-- Extracted records follows --

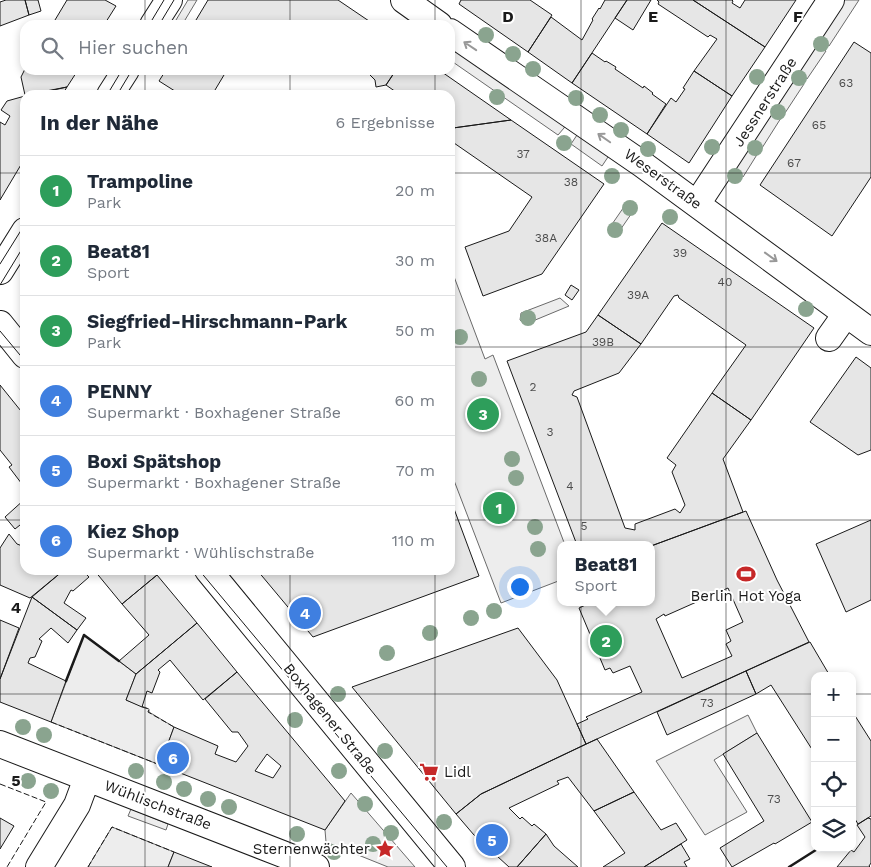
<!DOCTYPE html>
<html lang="de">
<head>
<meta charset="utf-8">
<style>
  body { margin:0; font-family:"Work Sans",sans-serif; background:#f2f2f3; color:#1f2937 }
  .controls { position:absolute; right:15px; bottom:15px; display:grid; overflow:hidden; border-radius:10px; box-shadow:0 2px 8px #0003 }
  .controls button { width:45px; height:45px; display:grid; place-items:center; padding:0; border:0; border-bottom:1px solid #e0e1e3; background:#fff; color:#1f2937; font:25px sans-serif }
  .you { position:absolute; left:519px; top:586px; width:18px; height:18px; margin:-12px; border:4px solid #fff; border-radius:50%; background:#1a73e8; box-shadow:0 0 0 8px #1a73e833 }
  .badge { display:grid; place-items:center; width:32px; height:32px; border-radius:50%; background:#1a73e8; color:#fff; font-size:16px; font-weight:700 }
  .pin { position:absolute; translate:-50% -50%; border:2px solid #fff; box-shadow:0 1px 5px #0006 }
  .popup { position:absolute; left:557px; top:541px; width:98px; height:65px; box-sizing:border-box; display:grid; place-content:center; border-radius:10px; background:#fff; filter:drop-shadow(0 1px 4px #0005); font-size:16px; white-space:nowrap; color:#747a83 }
  .popup b { font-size:19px; color:#1f2937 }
  .popup::after { content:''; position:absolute; left:50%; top:100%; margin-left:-10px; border:10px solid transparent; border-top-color:#fff }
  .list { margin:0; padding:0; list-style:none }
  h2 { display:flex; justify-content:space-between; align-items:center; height:65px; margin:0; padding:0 20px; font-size:21px }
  h2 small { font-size:16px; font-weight:400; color:#747a83 }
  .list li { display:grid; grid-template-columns:32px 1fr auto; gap:15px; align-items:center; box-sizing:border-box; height:70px; padding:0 20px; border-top:1px solid #e0e1e3 }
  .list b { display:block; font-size:19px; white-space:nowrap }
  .list p { margin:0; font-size:16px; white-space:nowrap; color:#747a83 }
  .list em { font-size:16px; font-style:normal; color:#747a83 }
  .icon { flex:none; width:28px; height:28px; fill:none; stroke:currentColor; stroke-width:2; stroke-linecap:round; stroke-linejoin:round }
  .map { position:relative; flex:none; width:871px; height:867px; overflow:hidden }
  .search { position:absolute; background:#fff; box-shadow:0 2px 8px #0003; left:20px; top:20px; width:435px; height:55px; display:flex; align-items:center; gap:12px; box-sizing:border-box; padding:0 18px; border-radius:15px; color:#747a83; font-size:19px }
  .panel { position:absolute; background:#fff; box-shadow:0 2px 8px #0003; left:20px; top:90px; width:435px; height:485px; border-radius:15px }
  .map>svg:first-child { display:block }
  .built { fill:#ededed; stroke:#6a6a6a }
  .building { fill:#e6e6e6; stroke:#1a1a1a; fill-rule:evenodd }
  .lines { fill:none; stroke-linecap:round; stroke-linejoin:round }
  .minor-casing { stroke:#1a1a1a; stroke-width:28 }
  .minor { stroke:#fff; stroke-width:26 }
  .tram { stroke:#1a1a1a; stroke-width:1 }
  .fence { stroke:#1a1a1a; stroke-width:1; stroke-dasharray:6 2.5; stroke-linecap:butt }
  .wall { stroke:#1a1a1a; stroke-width:2.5 }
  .tree { fill:#8aa48f }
  .oneway { stroke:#989898 }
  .grid { fill:none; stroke:#1a1a1a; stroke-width:1; stroke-opacity:0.55 }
  .labels { text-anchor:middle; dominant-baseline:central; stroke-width:4; stroke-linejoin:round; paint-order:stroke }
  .number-label { font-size:12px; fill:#4d4d4d }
  .street-label { font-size:15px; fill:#1a1a1a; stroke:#fff }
  .poi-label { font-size:15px; fill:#1a1a1a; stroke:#fff }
  .grid-label { font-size:16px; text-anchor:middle; font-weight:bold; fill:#1a1a1a; stroke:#fff; stroke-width:4; stroke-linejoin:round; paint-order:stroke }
</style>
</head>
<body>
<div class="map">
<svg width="871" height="867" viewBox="0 0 871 867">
  <rect width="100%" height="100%" fill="#fff"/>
  <path class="built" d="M188 0H197L182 25H173Z
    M842 0H859L829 46 818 40 817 44 826 51 807 79 796 73 795 77 804 84 785 113 774 107 772 112 781 118 762 148 752 142 749 146 758 153 743 177 733 171Z
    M456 51 567 123 564 128 558 135 450 60Z
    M579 132 610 154 602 166 571 144Z
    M628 201 636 207 616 236 608 230Z
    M450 266 485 359 493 355 565 545H561V580L501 603 450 470Z
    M560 298 569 306 528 323H524L520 320 521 313Z
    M84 635 136 674 126 700 149 709V712L174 727 160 765 51 722Z
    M748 715 757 733 714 760 747 812 705 835 656 761Z
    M351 793 415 867H388L326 842 325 830Z
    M131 809 168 824 166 830 128 816Z
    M112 827 174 852 168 867H88Z"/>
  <path class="building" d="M6 0H25L29 15 0 26V2Z
    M25 0H38L41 11 29 15Z
    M67 0H105L116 6 104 25H52Z
    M208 0H338L369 21 349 25H283L277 21 261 25H193Z
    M461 0H530L552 15 528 52 459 4Z
    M605 0H627L572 83 528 52 551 17 582 40 593 20 592 19 599 8 600 9Z
    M627 0H651L633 30 615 18Z
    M657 0H693L765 47 732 96 694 71 717 39 710 35 708 37 658 4 659 2Z
    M693 0H732L733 1 732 3 740 8 745 0H796L765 47Z
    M369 21 375 25H349Z
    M854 42 871 53V177L832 236 760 185Z
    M592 53 605 62 606 61 616 67 615 69 643 88 644 86 653 93 652 94 666 104 647 134 572 83Z
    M25 69V70H78L67 87 25 95 21 77Z
    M166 70H227L212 95H177L178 93 159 81Z
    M365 70H396L386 85 376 87 375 80Z
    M396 70H402L405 72 407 70H439L511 120 453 128V119L450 117V95H403L396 92 386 85Z
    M694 71 732 96 689 163 647 134 671 98 676 102 685 89 683 88Z
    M67 87 62 95H31Z
    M25 96V158L0 200V122L5 125 10 116 1 110 7 101Z
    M511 120 604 184 542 274 483 296 465 247 509 231 532 197 454 143 453 128Z
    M662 223 814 328 751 420 712 393 746 345 679 298 678 295 674 296 641 344 598 315Z
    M571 285 579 290 572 300 565 295Z
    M598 315 641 344 619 373 574 391 572 395 577 397 625 528 635 530V524L675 509 680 513 685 505 672 472 676 465 667 458 712 393 751 420 723 459 743 512 651 546V545H577L507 361 586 332Z
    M856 357 871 368V450L858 455 810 422Z
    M0 385 25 416V488L9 467 12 465 0 450Z
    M450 498 479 576 313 637 257 570H450Z
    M25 499V521L15 529 5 517Z
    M746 511 777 580 809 642 586 744 577 724 588 719 586 717 642 692 630 666 613 673 610 668 605 670 579 608 592 602H651V546ZM728 588 743 622 726 630 731 641 726 644 732 656 682 678 656 619 664 614 665 616Z
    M871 520V600L846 612 816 544Z
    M9 534 17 544 25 547V570H64L30 598 0 585V548Z
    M64 570H93L87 575 89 577 73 591 71 590 64 603 86 618 77 630 32 597Z
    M94 570H152L157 575 122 604Z
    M157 575 197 623 136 674 119 661 149 635 122 604Z
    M32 597 77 630 68 643 51 628 39 639 42 641 35 657 30 658 28 663 66 681 51 722 0 702V679Z
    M0 620 19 628 0 679Z
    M197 623 237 672 203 700 170 660 158 670 160 672 152 693 147 691 142 707 126 700 136 674Z
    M518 628 557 680 586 744 481 794 456 814 352 687Z
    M810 642 830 676H815V754L771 685 756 694 746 671Z
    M746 671 756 694 667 735 657 712Z
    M237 672 345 801 325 830 160 765 174 727 218 746 215 754 236 762 248 746 238 732H232L205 699ZM267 754 281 766 273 778 255 771Z
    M852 711 871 741V816L858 824 852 814Z
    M757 733 812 822 775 844 774 843 732 867 720 848 764 821 723 754Z
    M597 739 634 792 594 811 568 777 557 781 559 784 509 808 520 819 522 817 532 826 534 824 546 834 517 867H509L474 835 456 814 481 794Z
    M634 792 661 830 676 823 687 840 644 867H603L625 853 594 811Z
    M0 818 14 826 0 849Z
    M868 818 871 819V863L869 866 870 867H837L851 850 854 852 865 837 857 825Z
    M546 834 554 846 578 867H517Z
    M681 844 690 859 684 862 687 867H644Z
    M174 852 212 867H168Z"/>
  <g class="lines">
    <g class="minor-casing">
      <path id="minor" d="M404 0 439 25
        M153 25 169 0
        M450 32 642 164 871 332
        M110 95 126 70
        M697 204 831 0
        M0 271 25 231
        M0 324 25 355
        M829 338 846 314
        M208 570 452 867
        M0 744 316 867
        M39 867 77 805 87 778"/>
    </g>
    <use href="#minor" class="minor"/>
    <path class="tram" d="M149 25 164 0
      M159 25 174 0
      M107 95 122 70
      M117 95 132 70
      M0 264 25 224
      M0 285 25 244
      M0 331 25 361
      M199 570 447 867"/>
    <path class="fence" d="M142 707 149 709 148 712 174 727
      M51 722 160 765
      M0 784 46 802 7 867
      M88 867 112 827 174 852"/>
    <path class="wall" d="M66 681 84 635 119 661
      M789 867 819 848"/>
  </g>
  <g class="tree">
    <circle cx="486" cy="35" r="8"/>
    <circle cx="821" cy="44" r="8"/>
    <circle cx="513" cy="54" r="8"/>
    <circle cx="533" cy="69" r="8"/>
    <circle cx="757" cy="77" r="8"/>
    <circle cx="799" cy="78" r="8"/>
    <circle cx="497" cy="97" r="8"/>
    <circle cx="576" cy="98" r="8"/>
    <circle cx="778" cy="112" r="8"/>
    <circle cx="600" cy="115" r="8"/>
    <circle cx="621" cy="130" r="8"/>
    <circle cx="564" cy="143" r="8"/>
    <circle cx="712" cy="147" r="8"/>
    <circle cx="755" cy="148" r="8"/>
    <circle cx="648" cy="149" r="8"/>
    <circle cx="612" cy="176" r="8"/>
    <circle cx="735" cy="176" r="8"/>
    <circle cx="630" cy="208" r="8"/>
    <circle cx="670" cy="217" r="8"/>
    <circle cx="615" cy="230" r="8"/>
    <circle cx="806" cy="309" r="8"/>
    <circle cx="528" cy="318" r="8"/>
    <circle cx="460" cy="337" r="8"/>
    <circle cx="479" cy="379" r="8"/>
    <circle cx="490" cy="407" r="8"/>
    <circle cx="484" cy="424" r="8"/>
    <circle cx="512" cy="459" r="8"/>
    <circle cx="516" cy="478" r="8"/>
    <circle cx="535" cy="527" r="8"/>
    <circle cx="538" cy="549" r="8"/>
    <circle cx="494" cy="611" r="8"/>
    <circle cx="471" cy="618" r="8"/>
    <circle cx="430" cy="633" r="8"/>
    <circle cx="387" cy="653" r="8"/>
    <circle cx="338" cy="694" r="8"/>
    <circle cx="295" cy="720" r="8"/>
    <circle cx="23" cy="727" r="8"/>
    <circle cx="44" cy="735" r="8"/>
    <circle cx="385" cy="751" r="8"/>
    <circle cx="136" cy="771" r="8"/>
    <circle cx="339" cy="771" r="8"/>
    <circle cx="28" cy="781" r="8"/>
    <circle cx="164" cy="782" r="8"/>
    <circle cx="184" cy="789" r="8"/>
    <circle cx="51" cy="791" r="8"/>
    <circle cx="208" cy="799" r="8"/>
    <circle cx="365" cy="804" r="8"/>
    <circle cx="229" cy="807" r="8"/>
    <circle cx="444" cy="822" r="8"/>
    <circle cx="391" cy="833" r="8"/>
    <circle cx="297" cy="834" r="8"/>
    <circle cx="373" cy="844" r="8"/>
    <circle cx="334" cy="852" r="8"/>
  </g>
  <defs><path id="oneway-shaft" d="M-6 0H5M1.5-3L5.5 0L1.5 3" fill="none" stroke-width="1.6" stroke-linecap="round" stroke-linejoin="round" transform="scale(1.25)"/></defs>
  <g class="oneway">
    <use href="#oneway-shaft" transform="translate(470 46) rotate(-146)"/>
    <use href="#oneway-shaft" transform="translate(604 138) rotate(-145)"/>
    <use href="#oneway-shaft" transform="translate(771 257) rotate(36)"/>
  </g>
  <path class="grid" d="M145 0V25M290 0V25M435 0V25M581 0V867M726 0V867M145 70V95M290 70V95M435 70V95M0 173H25M450 173H871M0 347H25M450 347H871M0 520H25M450 520H871M145 570V867M290 570V867M435 570V867M0 694H815M852 694H871"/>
  <defs>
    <g id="stadium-bare" transform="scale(1.5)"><path d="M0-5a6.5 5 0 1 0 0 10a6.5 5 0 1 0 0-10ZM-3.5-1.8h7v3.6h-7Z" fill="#c62828" stroke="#fff" stroke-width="2.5" paint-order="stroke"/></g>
    <g id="supermarket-bare" transform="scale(1.5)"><path d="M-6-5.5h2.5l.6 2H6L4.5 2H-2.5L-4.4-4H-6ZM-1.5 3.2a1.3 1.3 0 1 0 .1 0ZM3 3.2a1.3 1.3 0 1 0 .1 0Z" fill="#c62828" stroke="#fff" stroke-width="2.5" paint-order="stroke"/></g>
    <g id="sight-bare" transform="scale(1.5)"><path d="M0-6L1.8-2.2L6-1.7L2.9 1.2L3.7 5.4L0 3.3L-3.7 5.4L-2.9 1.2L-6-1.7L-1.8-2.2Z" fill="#c62828" stroke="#fff" stroke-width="2.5" paint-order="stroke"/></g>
  </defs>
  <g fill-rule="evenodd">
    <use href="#stadium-bare" x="746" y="574"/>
    <use href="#supermarket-bare" x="429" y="772"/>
    <use href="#sight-bare" x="385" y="849"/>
  </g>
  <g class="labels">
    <g class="number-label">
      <text x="846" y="83">63</text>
      <text x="819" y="125">65</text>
      <text x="523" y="154">37</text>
      <text x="794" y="163">67</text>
      <text x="571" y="182">38</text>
      <text x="546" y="238">38A</text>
      <text x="680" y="253">39</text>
      <text x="725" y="282">40</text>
      <text x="638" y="295">39A</text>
      <text x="603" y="342">39B</text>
      <text x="533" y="387">2</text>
      <text x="550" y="432">3</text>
      <text x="570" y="486">4</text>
      <text x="584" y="526">5</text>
      <text x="707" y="703">73</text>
      <text x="774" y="799">73</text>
    </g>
    <g class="street-label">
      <text transform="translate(765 102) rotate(-57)">Jessnerstraße</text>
      <text transform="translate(663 179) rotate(36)">Weserstraße</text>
      <text transform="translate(330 719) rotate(51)">Boxhagener Straße</text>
      <text transform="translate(158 805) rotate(21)">Wühlischstraße</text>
    </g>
    <g class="poi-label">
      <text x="746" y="596">Berlin Hot Yoga</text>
      <text x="444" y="772" text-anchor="start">Lidl</text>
      <text x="370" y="849" text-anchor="end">Sternenwächter</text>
    </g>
  </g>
  <g class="grid-label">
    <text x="508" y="22">D</text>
    <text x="653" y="22">E</text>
    <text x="798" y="22">F</text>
    <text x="16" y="613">4</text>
    <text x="16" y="786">5</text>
  </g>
</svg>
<div class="controls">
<button>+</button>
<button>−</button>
<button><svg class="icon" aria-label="locate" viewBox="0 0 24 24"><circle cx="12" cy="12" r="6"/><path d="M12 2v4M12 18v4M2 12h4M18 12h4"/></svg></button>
<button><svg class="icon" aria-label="layers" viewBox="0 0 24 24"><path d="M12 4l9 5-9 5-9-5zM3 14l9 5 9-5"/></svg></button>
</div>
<div class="you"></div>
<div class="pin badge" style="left:499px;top:508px;background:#2e9e5b">1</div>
<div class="pin badge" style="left:606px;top:641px;background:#2e9e5b">2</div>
<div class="popup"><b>Beat81</b>Sport</div>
<div class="pin badge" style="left:483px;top:414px;background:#2e9e5b">3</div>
<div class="pin badge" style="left:305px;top:613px;background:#3f7fe0">4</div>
<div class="pin badge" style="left:492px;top:840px;background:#3f7fe0">5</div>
<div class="pin badge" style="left:173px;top:758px;background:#3f7fe0">6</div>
<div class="search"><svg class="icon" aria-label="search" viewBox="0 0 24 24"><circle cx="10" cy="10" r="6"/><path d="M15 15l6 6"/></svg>Hier suchen</div>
<section class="panel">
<h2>In der Nähe<small>6 Ergebnisse</small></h2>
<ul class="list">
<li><span class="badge" style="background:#2e9e5b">1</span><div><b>Trampoline</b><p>Park</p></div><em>20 m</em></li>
<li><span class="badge" style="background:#2e9e5b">2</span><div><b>Beat81</b><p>Sport</p></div><em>30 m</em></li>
<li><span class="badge" style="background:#2e9e5b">3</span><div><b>Siegfried-Hirschmann-Park</b><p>Park</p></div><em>50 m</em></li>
<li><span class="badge" style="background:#3f7fe0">4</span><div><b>PENNY</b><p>Supermarkt · Boxhagener Straße</p></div><em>60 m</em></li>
<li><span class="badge" style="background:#3f7fe0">5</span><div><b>Boxi Spätshop</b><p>Supermarkt · Boxhagener Straße</p></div><em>70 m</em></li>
<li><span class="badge" style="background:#3f7fe0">6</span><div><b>Kiez Shop</b><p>Supermarkt · Wühlischstraße</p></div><em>110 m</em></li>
</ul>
</section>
</div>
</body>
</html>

-- Extracted records concluded --

- What the task requires -
The expected output is each line of the records above that includes the word "lines".

- Answer to this task -
  .lines { fill:none; stroke-linecap:round; stroke-linejoin:round }
  <g class="lines">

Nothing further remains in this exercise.